Пронзительный набат Бухенвальда и низкий гул Царь-колокола, весёлые рождественские карильоны церкви у дома Анны Франк в Амстердаме, — много звонов в мире, но есть среди них один особый. Это тихий до символичности звон недостающего звена.
Когда говорят, что если на улицы Москвы выйдет миллион человек, то падёт кровавый режим, недостающее звено позвякивает: «Да? Да?» Недостающее звено всегда ищет себя. «Выйдет миллион человек» должно быть соединено каким-то предложением с «режим падёт».
Какие интересности обнаруживаются при попытке предъявить недостающее звено! Например, убеждённость в том, что кровавый режим испугается миллионного кровопролития. В Чечне полмиллиона человек положить не испугался, а в Москве почему-то испугается, хотя в Москве на кону будет куда больше. Очаровательна и убеждённость в том, что миллион человек, уехавших в Москву из провинции ради денег, вдруг ударятся оземь и обернутся людьми, готовыми возложить свои животы на алтарь свободы.

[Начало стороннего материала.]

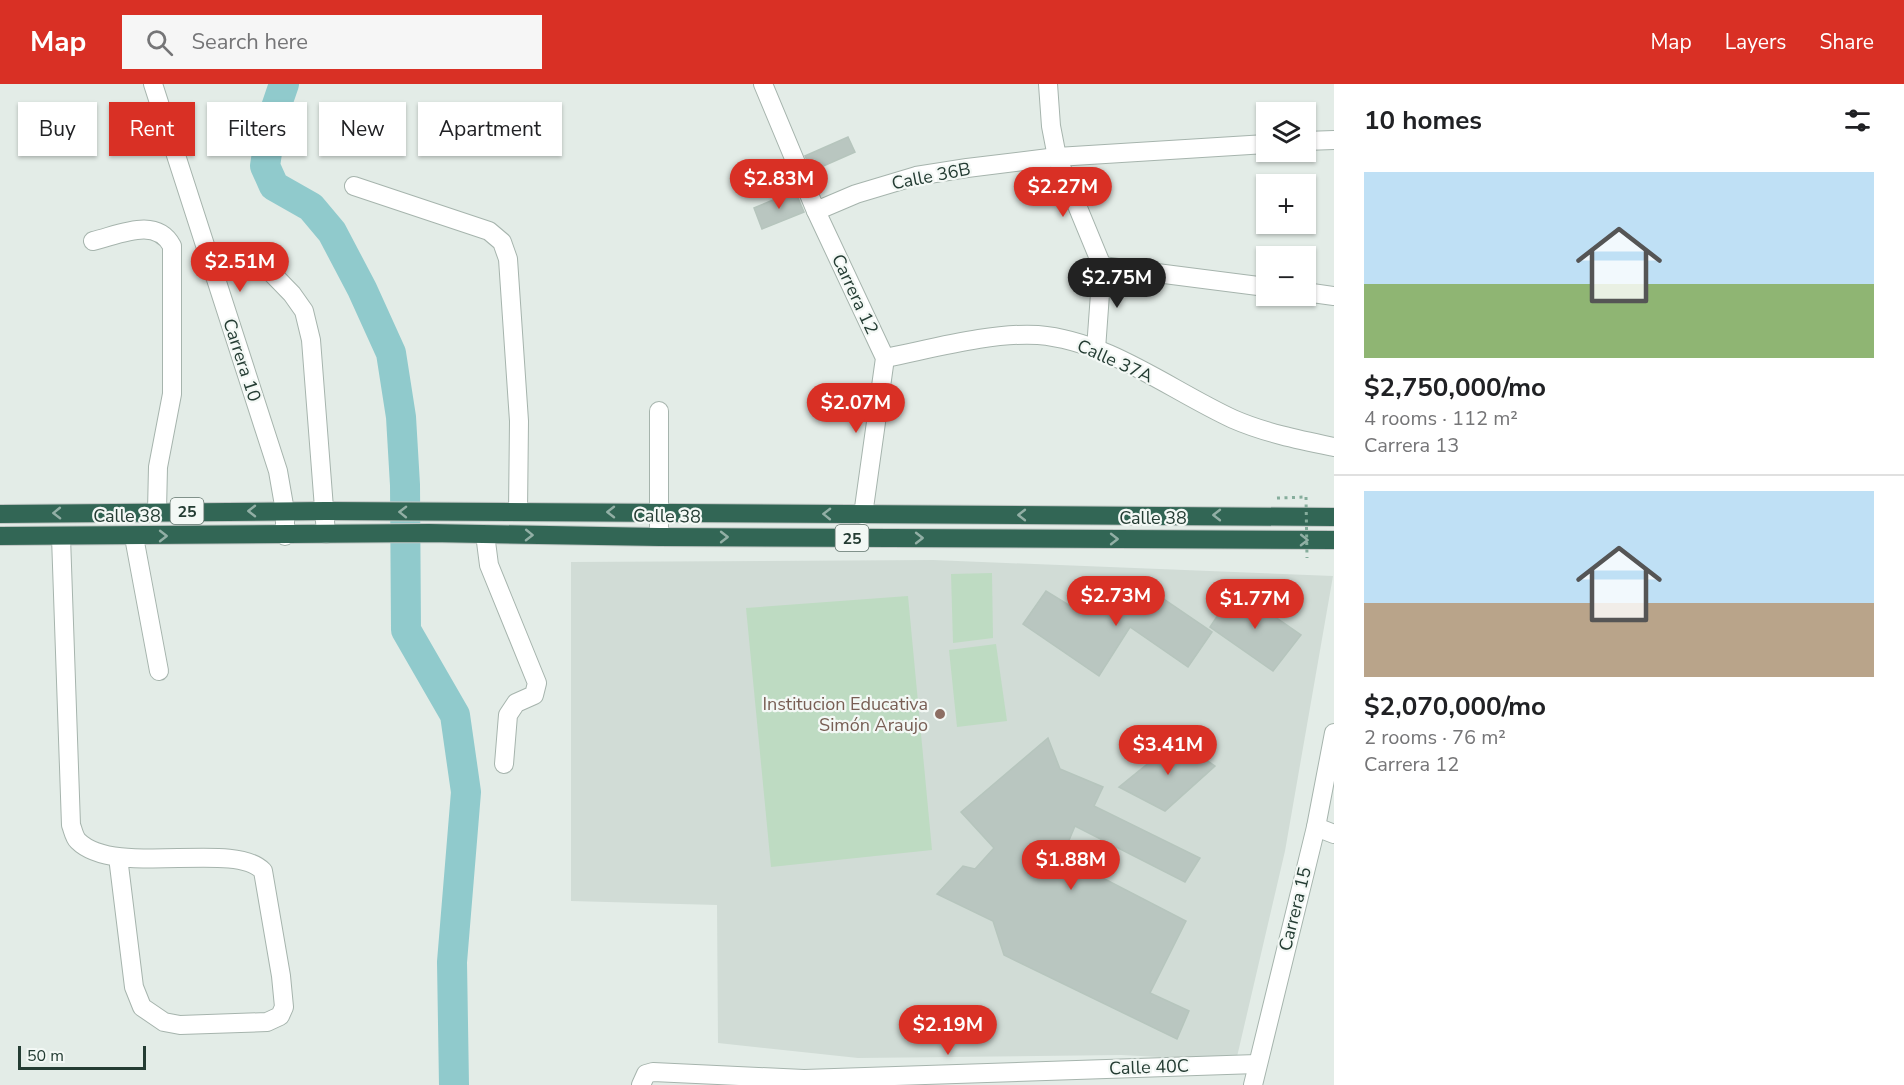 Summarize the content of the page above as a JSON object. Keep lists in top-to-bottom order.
{
  "streets": {
    "highway": ["25", "Calle 38"],
    "street": [
      "Calle 36B",
      "Carrera 12",
      "Carrera 10",
      "Calle 37A",
      "Carrera 15",
      "Calle 40C"
    ]
  },
  "crossings": [
    ["Calle 36B", "Carrera 12"],
    ["Carrera 12", "Calle 37A"],
    ["Carrera 10", "Calle 38"],
    ["Carrera 15", "Calle 40C"]
  ],
  "places": ["Institucion Educativa Simón Araujo"],
  "scale_bar": "50 m",
  "page": {
    "header": "Map",
    "search": "Search here",
    "nav": ["Map", "Layers", "Share"],
    "heading": "10 homes",
    "map_buttons": ["+", "−"],
    "chip": [
      "Buy",
      "Rent",
      "Filters",
      "New",
      "Apartment"
    ],
    "list": [
      {
        "name": "$2,750,000/mo",
        "note": "4 rooms · 112 m² · Carrera 13"
      },
      {
        "name": "$2,070,000/mo",
        "note": "2 rooms · 76 m² · Carrera 12"
      }
    ],
    "price": [
      "$2.83M",
      "$2.27M",
      "$2.51M",
      "$2.75M",
      "$2.07M",
      "$2.73M",
      "$1.77M",
      "$3.41M",
      "$1.88M",
      "$2.19M"
    ],
    "scale": "50 m"
  }
}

Недостающее звено скрывает жажду чуда. Вот сейчас бывшие гебешники и казнокрады переродятся, вот сейчас политклоны и политклоуны оживут, вот сейчас митинги, пикеты и демонстрации мышей вызовут у котов цепной инфаркт и будут мыши хоронить котов. А вдруг! Ведь так долго «всё это тянется» — сто лет уже отметили в прошедшем году, пора бы кончиться. И опять недостающее звено — между «давно» и «пора». Почему «всё это» отнесли к явлениям самовыдыхающимся? Может, наоборот, оно явление самоукрепляющееся? Хорошо, говорит чистое наивное сердце, оставим политику, давайте читать «Капитал», а вдруг там найдётся рецепт украинского борща. Не будет «вдруг». Не найдётся! Потому что недостаёт одного, но важного звена: «Капитал» не поваренная книга, хотя Маркс, безусловно, заварил кашу. Кровавую, нашу.

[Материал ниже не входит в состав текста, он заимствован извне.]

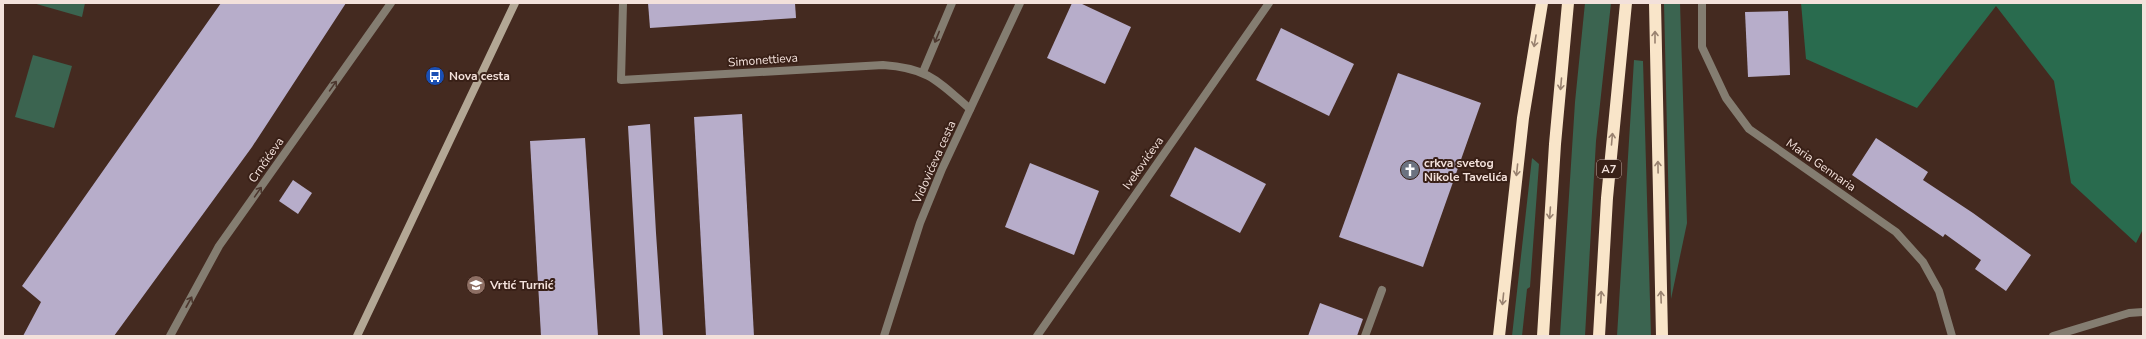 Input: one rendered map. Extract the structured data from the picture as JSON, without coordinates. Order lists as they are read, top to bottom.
{
  "streets": {
    "highway": ["A7"],
    "street": [
      "Simonettieva",
      "Crnčićeva",
      "Vidovićeva cesta",
      "Ivekovićeva",
      "Maria Gennaria"
    ]
  },
  "crossings": [
    ["Simonettieva", "Vidovićeva cesta"]
  ],
  "one_way": ["Crnčićeva"],
  "places": {
    "bus stop": ["Nova cesta"],
    "church": ["crkva svetog Nikole Tavelića"],
    "school or university": ["Vrtić Turnić"]
  }
}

Чудеса бывают, но они не в том, что коты вдруг позволят мышам себя хоронить, а в том, что человек — не мышь. Точнее, человек — не обязательно мышь. Человек свободен быть мышью, быть крысой, быть крысоловом, даже мышеловкой, но всё же единственное, чем человеку стоит попытаться быть — это человеком. Человеком, который не надеется на чудо, не верует в то, что Лесков назвал русской троицей — Авось, Небось да Как-нибудь. Человек есть недостающее звено между обезьяной и человечностью. Не миллион людей, а один человек — разумный, творческий, умеющий убеждать и умеющий слушать, научившийся заключать союзы и не идти на компромиссы, жертвовать и отказываться жертвовать.

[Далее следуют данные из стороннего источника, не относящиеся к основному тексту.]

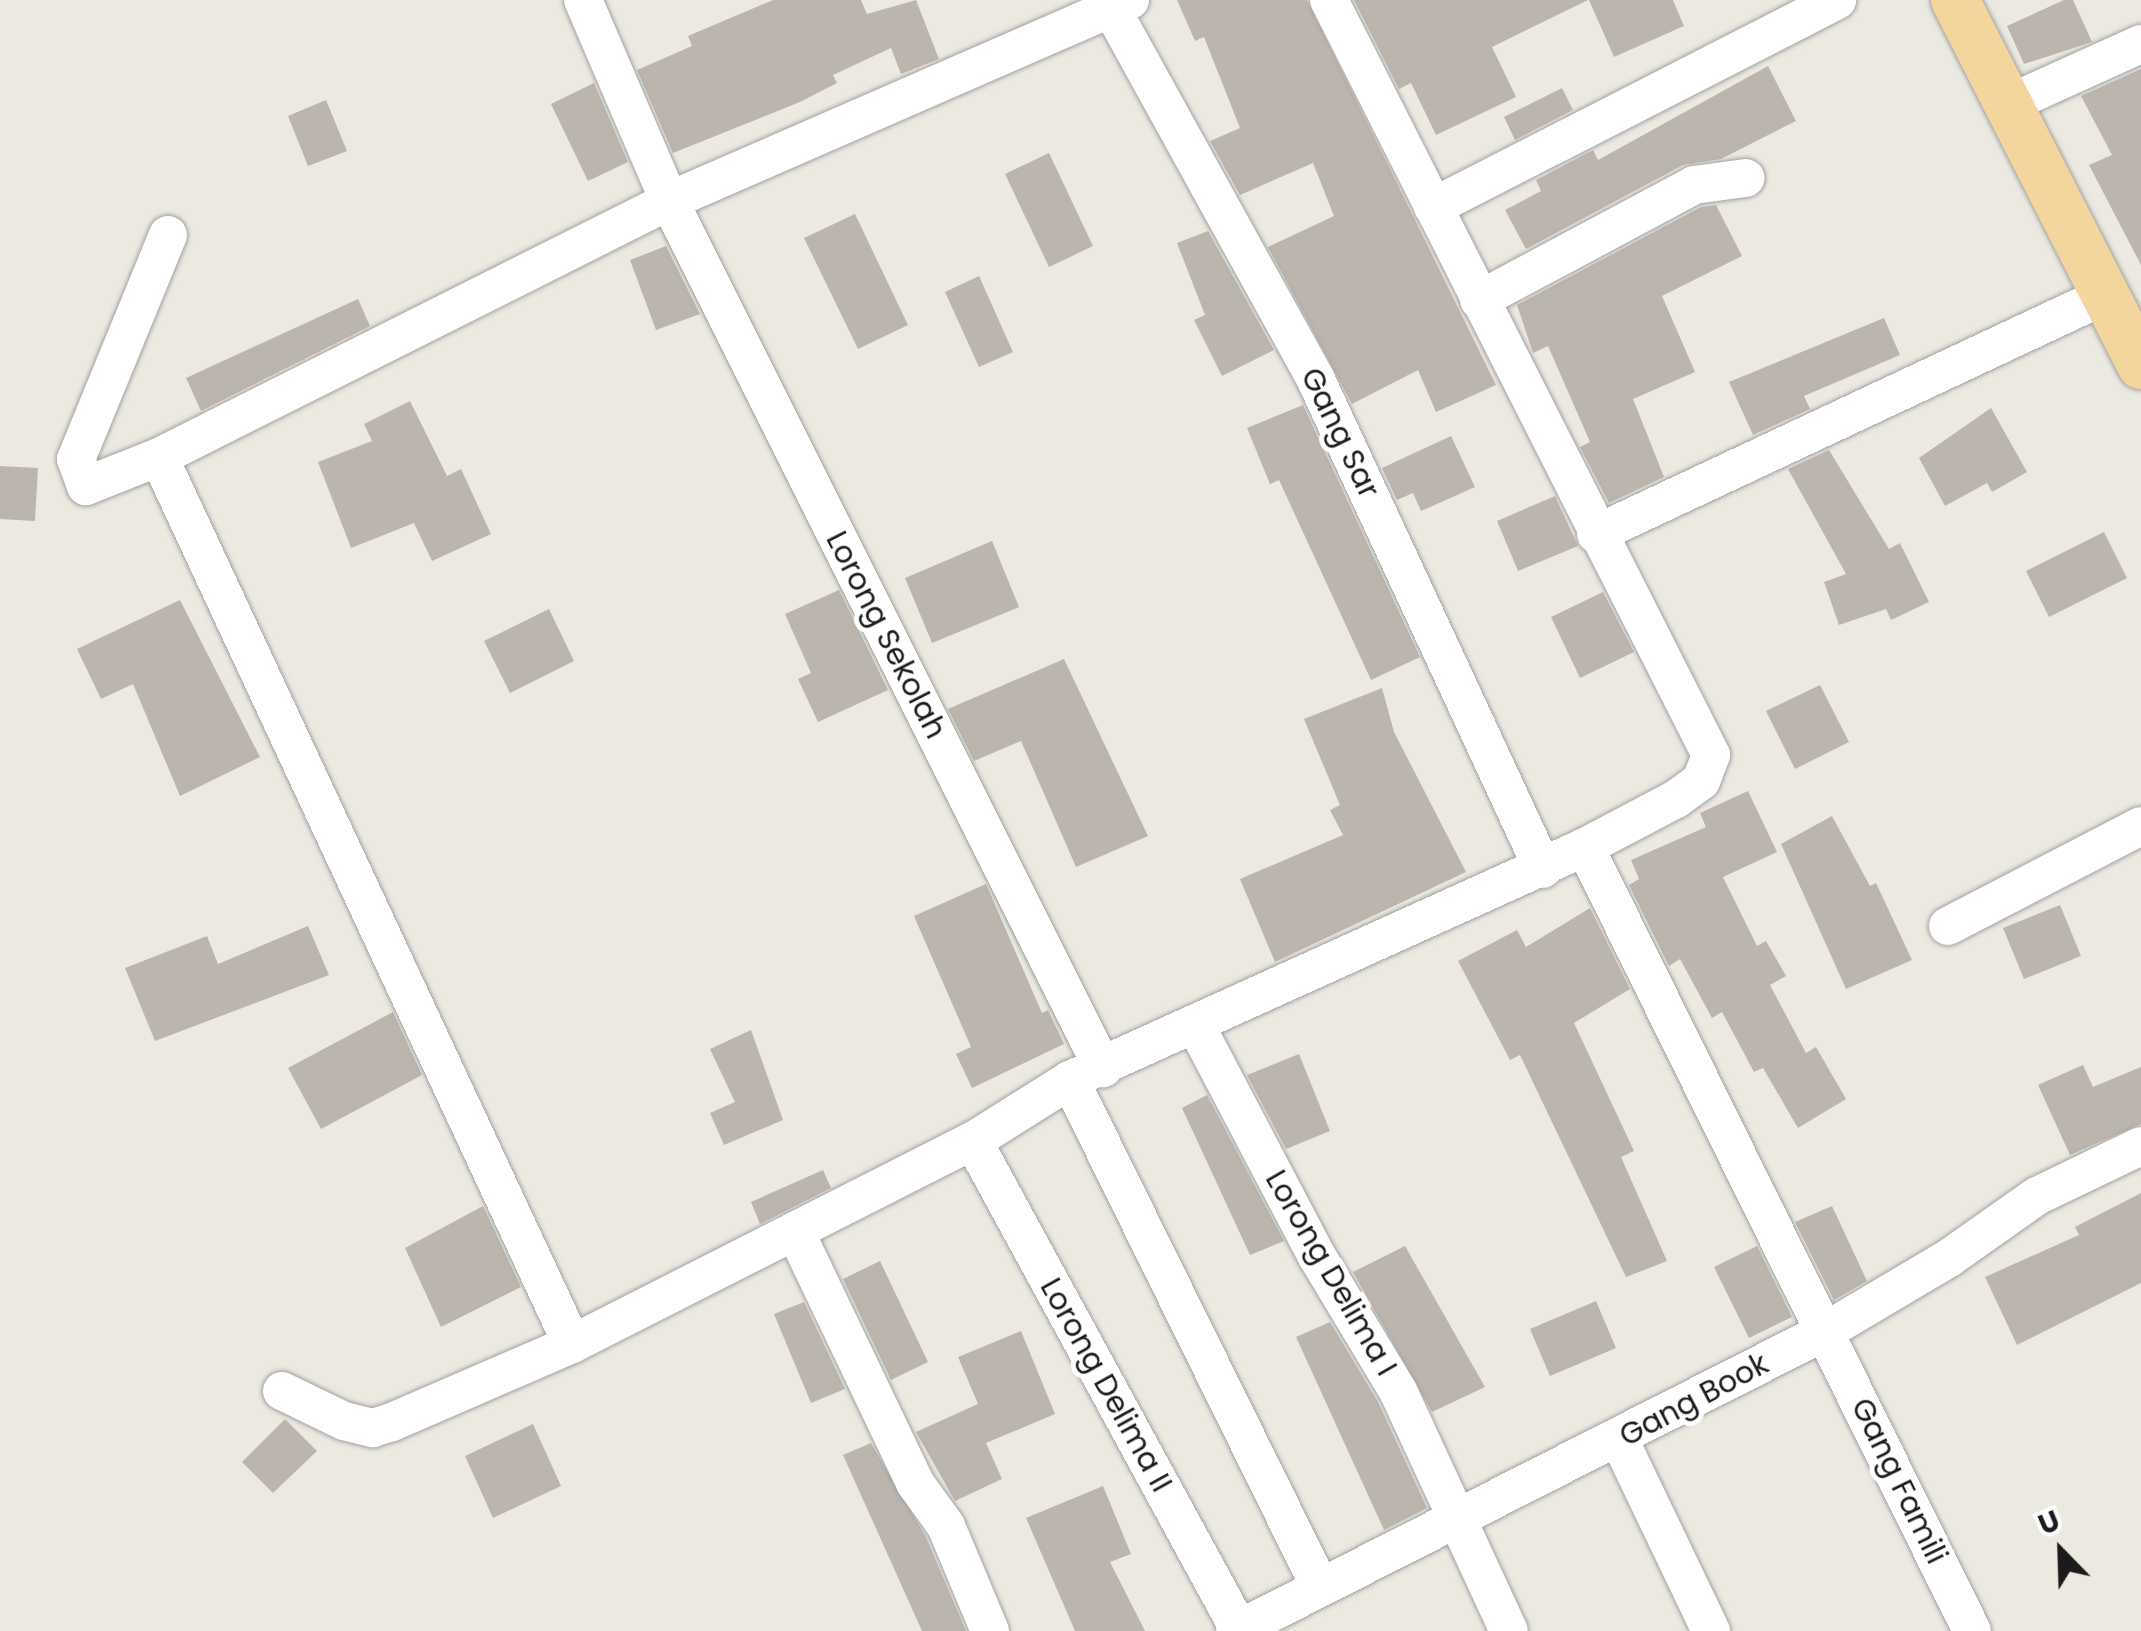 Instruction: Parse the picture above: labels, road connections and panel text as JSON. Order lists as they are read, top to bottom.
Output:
{
  "streets": {
    "street": [
      "Gang Sar",
      "Lorong Sekolah",
      "Lorong Delima I",
      "Lorong Delima II",
      "Gang Book",
      "Gang Famili"
    ]
  },
  "crossings": [
    ["Lorong Sekolah", "Gang Book"],
    ["Lorong Delima I", "Gang Book"],
    ["Lorong Delima II", "Gang Book"],
    ["Gang Book", "Gang Famili"]
  ],
  "north": "top left"
}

Человек — недостающее звено между прошлым и будущим, и если человек ищет это недостающее звено в случайностях, в чём-то механическом, поверхностном, в суевериях политических и религиозных, то нет ни прошлого, ни будущего, а одна серая пошлятина, с каждым новым годом всё более серая, хотя это и кажется невозможным. Так ведь «кажется» — это тоже нежелание быть недостающим звеном, трусливая, подленькая надежда на то, что всё «образуется». Ну, как оно «образуется», Толстой прекрасно описал в «Анне Карениной». Тут труп, там развод, в Симбирске лакомится вишнями В.И.Ульянов…
Бой курантов и звон бокалов без этого недостающего звена — на ветер. Не день сурка, а год Суркова, двадцатилетие Путина, столетие ленинского путча. Цепляются друг за друга звенья не то что недостающие, а просто лишние, звенья, образующие цепь рабства: жадность, трусость, подлость, лживость, лукавство. Не надеяться на чудо — быть чудом. Не рвать цепи — ковать цепь, золотую цепь, в которой и рациональность, и солидарность, и доброта, и толерантность, и свобода, — все неотделимы друг от друга и не могут быть заменены никакими картонными суррогатами, но могут и должны заменить всё собой.